◆ **Required work**: Restate word for word each line of the data, starting at the one containing "For a GIS import: Read" and running through the last.

◆ **Stored records**:
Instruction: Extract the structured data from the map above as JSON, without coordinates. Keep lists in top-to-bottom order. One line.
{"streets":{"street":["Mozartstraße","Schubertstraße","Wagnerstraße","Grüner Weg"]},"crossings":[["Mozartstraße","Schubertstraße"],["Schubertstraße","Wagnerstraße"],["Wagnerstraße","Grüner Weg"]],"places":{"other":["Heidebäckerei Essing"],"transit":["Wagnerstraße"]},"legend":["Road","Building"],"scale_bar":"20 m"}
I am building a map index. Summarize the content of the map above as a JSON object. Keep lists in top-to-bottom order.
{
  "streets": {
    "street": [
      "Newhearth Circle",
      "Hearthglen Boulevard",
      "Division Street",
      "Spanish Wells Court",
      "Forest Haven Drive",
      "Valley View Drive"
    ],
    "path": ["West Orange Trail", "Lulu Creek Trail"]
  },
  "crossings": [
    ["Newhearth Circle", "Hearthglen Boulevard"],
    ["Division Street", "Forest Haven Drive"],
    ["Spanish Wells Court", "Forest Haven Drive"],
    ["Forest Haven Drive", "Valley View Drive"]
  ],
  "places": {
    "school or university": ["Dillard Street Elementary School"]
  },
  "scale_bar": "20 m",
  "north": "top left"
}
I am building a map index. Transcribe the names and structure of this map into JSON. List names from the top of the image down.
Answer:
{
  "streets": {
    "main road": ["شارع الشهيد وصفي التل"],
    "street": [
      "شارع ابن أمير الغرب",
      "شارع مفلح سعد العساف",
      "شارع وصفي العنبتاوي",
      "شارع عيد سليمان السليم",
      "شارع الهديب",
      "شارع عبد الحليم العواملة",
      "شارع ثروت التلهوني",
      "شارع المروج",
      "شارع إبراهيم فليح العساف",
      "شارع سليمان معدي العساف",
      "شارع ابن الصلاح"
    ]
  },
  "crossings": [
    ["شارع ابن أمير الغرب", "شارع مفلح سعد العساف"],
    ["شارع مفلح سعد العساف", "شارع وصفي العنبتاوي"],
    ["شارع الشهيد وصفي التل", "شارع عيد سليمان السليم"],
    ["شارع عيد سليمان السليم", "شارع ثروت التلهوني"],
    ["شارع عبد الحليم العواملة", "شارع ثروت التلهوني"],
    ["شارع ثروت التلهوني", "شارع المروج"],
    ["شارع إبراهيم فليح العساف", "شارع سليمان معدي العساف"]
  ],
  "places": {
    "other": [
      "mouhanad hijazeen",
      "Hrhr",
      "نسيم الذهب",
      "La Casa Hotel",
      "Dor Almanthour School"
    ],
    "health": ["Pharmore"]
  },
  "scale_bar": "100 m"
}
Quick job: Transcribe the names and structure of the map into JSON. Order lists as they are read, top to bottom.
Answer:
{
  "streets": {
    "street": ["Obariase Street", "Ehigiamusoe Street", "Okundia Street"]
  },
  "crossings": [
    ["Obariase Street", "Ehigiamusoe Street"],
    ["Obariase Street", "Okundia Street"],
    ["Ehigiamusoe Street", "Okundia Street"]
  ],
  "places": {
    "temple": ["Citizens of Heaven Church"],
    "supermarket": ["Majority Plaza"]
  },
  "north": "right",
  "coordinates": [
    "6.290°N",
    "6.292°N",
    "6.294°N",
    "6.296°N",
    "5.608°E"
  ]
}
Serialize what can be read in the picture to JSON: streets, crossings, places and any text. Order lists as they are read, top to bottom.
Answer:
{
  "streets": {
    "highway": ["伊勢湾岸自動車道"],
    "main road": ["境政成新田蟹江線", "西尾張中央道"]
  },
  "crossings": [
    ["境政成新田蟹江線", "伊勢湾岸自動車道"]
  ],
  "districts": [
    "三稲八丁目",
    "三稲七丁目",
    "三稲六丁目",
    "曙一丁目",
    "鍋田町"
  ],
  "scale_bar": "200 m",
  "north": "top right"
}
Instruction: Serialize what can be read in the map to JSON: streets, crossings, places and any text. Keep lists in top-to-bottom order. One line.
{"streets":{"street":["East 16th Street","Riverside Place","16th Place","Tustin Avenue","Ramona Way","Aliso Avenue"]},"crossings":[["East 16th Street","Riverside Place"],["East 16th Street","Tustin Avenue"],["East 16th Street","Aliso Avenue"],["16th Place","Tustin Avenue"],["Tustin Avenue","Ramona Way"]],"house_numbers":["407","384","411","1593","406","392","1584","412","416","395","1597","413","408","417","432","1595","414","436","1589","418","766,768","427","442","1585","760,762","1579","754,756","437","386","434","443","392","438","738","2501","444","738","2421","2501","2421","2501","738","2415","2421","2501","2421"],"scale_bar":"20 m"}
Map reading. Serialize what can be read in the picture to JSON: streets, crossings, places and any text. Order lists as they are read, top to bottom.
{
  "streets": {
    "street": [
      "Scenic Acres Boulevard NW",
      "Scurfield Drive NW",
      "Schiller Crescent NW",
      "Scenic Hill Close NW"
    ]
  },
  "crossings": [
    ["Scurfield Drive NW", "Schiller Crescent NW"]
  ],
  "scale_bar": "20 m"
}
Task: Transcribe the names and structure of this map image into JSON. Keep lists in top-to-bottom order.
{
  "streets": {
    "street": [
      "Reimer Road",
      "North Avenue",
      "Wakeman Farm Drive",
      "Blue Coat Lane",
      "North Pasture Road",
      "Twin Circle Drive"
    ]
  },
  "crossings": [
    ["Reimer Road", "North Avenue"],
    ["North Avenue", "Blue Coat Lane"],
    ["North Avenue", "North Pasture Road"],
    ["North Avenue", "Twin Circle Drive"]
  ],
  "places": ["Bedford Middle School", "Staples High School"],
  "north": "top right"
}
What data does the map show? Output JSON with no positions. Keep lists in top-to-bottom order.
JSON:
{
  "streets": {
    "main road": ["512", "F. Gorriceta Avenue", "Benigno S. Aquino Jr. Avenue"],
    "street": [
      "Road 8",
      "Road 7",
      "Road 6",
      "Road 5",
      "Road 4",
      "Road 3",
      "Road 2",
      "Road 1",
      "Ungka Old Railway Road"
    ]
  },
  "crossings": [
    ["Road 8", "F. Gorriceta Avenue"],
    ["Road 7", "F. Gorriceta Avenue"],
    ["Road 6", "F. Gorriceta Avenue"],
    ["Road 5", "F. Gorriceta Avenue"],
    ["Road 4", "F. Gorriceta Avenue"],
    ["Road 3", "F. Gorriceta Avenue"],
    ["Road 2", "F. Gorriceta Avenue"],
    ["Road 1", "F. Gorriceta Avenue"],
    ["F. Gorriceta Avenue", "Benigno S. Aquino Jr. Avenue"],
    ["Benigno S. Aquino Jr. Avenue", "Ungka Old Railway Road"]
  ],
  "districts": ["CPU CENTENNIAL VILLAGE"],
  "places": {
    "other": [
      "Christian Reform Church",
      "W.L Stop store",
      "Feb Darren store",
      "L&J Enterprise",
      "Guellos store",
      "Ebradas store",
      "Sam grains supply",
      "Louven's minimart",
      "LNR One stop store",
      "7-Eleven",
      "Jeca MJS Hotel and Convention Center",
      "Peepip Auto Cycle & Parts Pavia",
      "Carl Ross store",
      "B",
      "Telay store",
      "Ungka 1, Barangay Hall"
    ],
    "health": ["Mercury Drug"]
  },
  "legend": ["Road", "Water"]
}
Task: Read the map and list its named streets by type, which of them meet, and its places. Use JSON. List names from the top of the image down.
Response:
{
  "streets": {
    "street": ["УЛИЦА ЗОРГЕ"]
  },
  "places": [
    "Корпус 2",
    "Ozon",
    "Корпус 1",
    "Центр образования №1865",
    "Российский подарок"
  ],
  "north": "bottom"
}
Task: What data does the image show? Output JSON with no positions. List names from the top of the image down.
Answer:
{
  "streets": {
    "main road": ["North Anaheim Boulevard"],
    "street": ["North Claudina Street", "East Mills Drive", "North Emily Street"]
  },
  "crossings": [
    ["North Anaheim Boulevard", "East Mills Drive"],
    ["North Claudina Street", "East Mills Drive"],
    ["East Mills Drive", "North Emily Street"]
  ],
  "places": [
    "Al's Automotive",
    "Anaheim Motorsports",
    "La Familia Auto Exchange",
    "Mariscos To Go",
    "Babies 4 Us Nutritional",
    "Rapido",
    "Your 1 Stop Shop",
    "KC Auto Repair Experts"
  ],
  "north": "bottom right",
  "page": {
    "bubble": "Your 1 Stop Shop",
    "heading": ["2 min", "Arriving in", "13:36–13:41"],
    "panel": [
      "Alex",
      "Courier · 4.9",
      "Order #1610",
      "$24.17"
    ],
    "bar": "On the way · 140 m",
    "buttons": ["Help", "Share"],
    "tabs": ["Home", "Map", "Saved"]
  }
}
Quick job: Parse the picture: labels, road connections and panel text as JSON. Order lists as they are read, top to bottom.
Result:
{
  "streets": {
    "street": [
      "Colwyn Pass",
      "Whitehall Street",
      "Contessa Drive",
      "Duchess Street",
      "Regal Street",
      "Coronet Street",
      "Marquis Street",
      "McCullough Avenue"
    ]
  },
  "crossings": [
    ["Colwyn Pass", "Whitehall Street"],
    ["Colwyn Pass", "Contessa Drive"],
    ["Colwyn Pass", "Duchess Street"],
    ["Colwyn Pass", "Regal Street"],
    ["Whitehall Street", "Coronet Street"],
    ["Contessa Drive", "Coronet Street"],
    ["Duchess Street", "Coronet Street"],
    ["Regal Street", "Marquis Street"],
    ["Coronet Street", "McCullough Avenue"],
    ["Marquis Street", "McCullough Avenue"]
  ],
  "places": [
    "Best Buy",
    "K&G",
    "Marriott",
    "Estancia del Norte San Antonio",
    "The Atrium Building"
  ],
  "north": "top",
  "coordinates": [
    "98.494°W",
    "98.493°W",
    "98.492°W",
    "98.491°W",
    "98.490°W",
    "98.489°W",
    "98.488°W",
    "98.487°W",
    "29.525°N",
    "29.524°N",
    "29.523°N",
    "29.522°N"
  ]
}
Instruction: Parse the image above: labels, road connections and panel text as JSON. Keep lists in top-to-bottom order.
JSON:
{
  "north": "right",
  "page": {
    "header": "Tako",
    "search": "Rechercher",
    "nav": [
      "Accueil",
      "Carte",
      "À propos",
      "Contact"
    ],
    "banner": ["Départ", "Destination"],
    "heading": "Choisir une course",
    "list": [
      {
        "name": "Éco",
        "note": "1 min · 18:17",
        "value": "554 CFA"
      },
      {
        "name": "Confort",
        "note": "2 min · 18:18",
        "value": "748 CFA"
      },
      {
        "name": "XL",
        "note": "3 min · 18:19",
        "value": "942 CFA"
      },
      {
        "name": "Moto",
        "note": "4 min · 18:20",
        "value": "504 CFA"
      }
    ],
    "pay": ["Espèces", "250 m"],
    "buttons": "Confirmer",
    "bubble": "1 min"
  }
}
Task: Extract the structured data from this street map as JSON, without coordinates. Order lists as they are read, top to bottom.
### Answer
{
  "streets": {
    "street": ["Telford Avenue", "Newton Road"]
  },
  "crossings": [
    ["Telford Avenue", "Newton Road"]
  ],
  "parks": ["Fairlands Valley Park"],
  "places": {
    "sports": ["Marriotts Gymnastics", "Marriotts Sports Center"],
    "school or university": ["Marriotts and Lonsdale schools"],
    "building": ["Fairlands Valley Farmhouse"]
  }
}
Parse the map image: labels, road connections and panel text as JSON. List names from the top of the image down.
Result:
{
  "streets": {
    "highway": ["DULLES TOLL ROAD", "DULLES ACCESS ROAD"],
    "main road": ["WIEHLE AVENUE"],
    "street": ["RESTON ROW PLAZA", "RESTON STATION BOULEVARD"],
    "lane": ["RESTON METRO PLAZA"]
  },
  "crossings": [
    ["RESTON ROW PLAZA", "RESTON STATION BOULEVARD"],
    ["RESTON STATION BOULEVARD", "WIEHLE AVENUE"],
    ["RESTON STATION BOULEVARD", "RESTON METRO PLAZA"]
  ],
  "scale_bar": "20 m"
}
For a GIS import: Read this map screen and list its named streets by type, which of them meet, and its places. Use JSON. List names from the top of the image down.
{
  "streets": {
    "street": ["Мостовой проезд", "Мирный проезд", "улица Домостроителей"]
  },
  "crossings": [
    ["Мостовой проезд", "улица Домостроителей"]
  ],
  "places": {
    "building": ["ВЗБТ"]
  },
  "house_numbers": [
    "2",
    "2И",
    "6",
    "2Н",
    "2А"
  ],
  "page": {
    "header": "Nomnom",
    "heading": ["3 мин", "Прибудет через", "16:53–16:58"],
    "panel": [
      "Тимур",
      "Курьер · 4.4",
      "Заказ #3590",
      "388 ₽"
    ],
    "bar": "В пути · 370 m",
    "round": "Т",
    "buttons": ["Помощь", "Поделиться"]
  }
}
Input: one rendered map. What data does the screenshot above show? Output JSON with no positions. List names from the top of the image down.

◆ **Worked solution**:
For a GIS import: Read this map screen and list its named streets by type, which of them meet, and its places. Use JSON. List names from the top of the image down.
{
  "streets": {
    "street": ["Мостовой проезд", "Мирный проезд", "улица Домостроителей"]
  },
  "crossings": [
    ["Мостовой проезд", "улица Домостроителей"]
  ],
  "places": {
    "building": ["ВЗБТ"]
  },
  "house_numbers": [
    "2",
    "2И",
    "6",
    "2Н",
    "2А"
  ],
  "page": {
    "header": "Nomnom",
    "heading": ["3 мин", "Прибудет через", "16:53–16:58"],
    "panel": [
      "Тимур",
      "Курьер · 4.4",
      "Заказ #3590",
      "388 ₽"
    ],
    "bar": "В пути · 370 m",
    "round": "Т",
    "buttons": ["Помощь", "Поделиться"]
  }
}
Input: one rendered map. What data does the screenshot above show? Output JSON with no positions. List names from the top of the image down.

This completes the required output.